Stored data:
============================================================
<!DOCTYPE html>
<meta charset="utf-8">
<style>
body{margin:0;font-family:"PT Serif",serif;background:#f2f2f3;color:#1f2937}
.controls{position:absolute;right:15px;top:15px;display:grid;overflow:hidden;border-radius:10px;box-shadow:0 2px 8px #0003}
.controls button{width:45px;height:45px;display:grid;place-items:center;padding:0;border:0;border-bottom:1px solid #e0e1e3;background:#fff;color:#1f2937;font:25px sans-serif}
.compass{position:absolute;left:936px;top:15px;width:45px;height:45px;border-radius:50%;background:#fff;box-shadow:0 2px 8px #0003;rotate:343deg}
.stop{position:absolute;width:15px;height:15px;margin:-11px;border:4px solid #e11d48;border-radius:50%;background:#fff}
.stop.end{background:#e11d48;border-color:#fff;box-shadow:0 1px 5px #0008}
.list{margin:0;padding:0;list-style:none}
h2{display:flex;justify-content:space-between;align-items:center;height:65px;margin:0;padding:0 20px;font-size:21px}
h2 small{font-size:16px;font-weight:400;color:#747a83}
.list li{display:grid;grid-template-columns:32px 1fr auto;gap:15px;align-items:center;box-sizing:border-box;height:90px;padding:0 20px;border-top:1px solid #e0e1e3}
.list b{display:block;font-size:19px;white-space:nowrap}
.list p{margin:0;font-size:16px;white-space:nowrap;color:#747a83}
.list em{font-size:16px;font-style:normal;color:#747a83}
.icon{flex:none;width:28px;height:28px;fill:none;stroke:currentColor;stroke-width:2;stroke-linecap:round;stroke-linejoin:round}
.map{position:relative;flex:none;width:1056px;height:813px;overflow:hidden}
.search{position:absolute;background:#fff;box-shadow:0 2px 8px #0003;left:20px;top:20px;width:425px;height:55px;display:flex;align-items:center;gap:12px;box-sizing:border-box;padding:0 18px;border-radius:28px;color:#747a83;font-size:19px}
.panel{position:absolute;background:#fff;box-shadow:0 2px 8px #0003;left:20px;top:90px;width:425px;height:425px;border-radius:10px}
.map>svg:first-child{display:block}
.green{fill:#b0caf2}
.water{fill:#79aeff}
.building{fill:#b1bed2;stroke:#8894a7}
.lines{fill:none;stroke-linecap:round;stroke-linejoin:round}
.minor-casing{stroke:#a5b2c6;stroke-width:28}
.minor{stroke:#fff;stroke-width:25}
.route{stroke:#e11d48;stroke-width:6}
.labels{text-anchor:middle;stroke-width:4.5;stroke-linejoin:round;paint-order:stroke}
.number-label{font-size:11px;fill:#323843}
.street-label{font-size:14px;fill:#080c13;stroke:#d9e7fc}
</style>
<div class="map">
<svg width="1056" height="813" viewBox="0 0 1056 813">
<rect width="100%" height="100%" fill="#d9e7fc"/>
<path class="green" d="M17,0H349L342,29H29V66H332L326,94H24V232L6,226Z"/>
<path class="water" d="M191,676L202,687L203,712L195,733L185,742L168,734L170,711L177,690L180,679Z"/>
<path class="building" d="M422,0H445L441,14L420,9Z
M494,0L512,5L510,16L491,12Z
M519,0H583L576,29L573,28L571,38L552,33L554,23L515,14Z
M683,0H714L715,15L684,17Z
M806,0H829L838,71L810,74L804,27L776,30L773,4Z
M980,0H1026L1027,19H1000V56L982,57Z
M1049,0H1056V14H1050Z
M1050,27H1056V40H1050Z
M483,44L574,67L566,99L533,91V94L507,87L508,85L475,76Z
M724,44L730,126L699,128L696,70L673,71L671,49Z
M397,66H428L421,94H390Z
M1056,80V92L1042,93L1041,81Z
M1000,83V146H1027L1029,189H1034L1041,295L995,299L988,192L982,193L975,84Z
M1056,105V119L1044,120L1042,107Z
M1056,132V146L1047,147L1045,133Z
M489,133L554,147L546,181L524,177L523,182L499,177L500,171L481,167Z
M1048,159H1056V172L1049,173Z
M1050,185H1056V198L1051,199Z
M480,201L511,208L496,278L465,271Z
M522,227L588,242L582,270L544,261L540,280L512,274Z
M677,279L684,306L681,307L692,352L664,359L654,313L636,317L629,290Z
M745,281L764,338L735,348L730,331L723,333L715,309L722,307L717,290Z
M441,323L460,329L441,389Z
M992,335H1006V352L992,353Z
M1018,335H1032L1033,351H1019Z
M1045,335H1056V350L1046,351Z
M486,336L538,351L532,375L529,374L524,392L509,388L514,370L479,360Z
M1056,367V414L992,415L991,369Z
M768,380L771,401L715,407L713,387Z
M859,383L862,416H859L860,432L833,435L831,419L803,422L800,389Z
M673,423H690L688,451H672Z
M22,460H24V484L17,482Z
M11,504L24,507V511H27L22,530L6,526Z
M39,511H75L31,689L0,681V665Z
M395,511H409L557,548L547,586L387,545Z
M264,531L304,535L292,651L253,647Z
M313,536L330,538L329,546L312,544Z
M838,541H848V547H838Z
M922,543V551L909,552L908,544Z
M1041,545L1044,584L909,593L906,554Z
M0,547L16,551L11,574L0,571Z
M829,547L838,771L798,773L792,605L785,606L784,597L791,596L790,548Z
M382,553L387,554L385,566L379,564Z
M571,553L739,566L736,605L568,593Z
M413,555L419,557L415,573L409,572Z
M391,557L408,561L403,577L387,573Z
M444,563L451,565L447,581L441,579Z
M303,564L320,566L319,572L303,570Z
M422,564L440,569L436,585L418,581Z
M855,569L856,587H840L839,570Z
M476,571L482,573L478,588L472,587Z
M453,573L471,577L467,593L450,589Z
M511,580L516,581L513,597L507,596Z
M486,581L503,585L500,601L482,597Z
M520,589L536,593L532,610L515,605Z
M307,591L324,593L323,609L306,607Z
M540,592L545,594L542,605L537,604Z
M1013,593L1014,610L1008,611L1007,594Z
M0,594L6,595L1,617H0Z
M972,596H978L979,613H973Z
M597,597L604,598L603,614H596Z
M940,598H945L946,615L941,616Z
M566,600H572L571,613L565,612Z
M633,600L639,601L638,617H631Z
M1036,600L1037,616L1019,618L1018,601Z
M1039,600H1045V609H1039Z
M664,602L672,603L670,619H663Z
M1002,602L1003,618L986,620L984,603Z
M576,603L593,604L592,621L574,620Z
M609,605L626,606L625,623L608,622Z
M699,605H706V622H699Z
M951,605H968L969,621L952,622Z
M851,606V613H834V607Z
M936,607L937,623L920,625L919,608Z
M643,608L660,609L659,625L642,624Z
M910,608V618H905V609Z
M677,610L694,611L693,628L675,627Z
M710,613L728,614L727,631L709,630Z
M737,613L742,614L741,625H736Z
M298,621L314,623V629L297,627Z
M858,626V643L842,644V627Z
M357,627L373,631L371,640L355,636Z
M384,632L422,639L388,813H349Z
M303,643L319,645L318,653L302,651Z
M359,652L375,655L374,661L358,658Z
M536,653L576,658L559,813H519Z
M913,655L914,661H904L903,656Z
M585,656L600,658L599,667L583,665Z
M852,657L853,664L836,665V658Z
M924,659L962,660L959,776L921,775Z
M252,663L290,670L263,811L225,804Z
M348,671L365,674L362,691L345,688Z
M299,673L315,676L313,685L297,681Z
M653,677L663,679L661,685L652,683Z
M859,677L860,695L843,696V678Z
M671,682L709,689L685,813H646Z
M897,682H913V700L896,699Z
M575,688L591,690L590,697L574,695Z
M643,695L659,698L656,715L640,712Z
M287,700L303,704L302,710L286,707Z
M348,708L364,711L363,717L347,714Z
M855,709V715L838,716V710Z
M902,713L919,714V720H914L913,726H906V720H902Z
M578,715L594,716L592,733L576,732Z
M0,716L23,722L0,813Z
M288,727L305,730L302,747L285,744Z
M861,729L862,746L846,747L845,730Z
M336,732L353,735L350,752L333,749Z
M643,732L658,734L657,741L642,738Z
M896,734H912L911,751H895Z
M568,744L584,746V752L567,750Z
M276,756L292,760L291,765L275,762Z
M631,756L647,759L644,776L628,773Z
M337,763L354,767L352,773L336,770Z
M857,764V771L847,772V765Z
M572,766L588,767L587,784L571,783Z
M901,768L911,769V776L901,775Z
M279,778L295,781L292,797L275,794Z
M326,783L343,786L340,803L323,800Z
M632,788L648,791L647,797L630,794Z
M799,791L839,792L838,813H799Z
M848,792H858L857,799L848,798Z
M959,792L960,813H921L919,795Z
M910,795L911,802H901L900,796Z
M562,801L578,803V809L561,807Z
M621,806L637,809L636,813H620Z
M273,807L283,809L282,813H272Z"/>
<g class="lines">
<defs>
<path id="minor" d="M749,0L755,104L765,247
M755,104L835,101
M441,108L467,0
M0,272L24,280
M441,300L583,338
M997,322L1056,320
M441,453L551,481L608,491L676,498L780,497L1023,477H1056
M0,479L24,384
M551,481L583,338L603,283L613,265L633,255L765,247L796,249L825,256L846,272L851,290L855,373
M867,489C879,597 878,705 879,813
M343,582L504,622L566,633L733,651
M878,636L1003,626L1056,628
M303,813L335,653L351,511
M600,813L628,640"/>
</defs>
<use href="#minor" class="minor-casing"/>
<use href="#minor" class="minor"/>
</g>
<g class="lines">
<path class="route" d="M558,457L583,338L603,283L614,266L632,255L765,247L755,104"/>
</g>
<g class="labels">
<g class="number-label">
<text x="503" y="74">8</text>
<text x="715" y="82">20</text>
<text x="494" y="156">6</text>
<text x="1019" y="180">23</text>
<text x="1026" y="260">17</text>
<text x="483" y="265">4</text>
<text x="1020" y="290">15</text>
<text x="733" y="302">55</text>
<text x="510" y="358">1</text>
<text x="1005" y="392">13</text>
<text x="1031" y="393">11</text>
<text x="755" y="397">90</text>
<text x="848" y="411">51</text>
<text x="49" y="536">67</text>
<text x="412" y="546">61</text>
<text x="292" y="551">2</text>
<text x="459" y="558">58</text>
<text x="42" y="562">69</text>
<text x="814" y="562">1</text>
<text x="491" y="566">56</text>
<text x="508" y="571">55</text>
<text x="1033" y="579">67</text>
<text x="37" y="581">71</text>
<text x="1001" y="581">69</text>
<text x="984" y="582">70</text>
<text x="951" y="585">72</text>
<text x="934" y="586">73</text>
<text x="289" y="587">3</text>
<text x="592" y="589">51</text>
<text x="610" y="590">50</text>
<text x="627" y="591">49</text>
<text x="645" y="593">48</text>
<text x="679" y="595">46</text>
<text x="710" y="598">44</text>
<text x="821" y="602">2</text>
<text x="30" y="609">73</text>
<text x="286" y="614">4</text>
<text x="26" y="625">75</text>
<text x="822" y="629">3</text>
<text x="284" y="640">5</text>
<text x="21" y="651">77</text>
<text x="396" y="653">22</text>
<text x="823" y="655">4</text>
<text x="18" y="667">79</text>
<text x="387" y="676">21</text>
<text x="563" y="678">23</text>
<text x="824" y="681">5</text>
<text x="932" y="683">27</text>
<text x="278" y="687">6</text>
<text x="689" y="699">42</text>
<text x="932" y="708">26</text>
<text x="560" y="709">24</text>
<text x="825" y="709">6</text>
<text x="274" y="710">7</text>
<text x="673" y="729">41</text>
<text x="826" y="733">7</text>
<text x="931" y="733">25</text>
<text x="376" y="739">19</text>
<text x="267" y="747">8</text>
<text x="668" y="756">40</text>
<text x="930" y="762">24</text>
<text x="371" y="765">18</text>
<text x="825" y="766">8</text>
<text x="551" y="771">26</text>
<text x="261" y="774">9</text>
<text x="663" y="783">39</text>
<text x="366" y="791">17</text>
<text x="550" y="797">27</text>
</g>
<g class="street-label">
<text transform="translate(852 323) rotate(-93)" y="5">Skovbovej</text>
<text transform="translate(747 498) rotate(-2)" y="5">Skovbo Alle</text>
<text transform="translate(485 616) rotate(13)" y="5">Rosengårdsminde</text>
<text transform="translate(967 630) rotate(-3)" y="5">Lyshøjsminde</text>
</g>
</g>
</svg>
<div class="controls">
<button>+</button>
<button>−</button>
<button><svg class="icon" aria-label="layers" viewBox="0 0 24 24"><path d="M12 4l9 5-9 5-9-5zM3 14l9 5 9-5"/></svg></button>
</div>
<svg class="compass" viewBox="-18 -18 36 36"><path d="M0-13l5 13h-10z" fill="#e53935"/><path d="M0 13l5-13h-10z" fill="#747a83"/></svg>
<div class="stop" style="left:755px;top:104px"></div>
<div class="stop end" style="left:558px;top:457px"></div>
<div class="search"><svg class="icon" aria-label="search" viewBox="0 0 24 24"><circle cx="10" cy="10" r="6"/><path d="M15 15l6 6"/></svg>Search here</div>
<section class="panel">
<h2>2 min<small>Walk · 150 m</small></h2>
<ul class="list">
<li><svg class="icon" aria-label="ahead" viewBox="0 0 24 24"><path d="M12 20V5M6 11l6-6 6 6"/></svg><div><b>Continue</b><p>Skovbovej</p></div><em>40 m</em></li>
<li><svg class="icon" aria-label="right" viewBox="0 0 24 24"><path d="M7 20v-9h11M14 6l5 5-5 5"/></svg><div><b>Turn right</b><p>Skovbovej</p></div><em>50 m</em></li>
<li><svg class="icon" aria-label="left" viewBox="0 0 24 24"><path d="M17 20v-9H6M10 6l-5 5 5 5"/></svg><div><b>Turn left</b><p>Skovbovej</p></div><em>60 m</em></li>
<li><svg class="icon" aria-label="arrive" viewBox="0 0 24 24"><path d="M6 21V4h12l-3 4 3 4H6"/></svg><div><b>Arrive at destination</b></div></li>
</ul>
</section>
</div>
============================================================
## Problem
Search the data above for the string "list" and return every line that has it.

## Result for this exercise
.list{margin:0;padding:0;list-style:none}
.list li{display:grid;grid-template-columns:32px 1fr auto;gap:15px;align-items:center;box-sizing:border-box;height:90px;padding:0 20px;border-top:1px solid #e0e1e3}
.list b{display:block;font-size:19px;white-space:nowrap}
.list p{margin:0;font-size:16px;white-space:nowrap;color:#747a83}
.list em{font-size:16px;font-style:normal;color:#747a83}
<ul class="list">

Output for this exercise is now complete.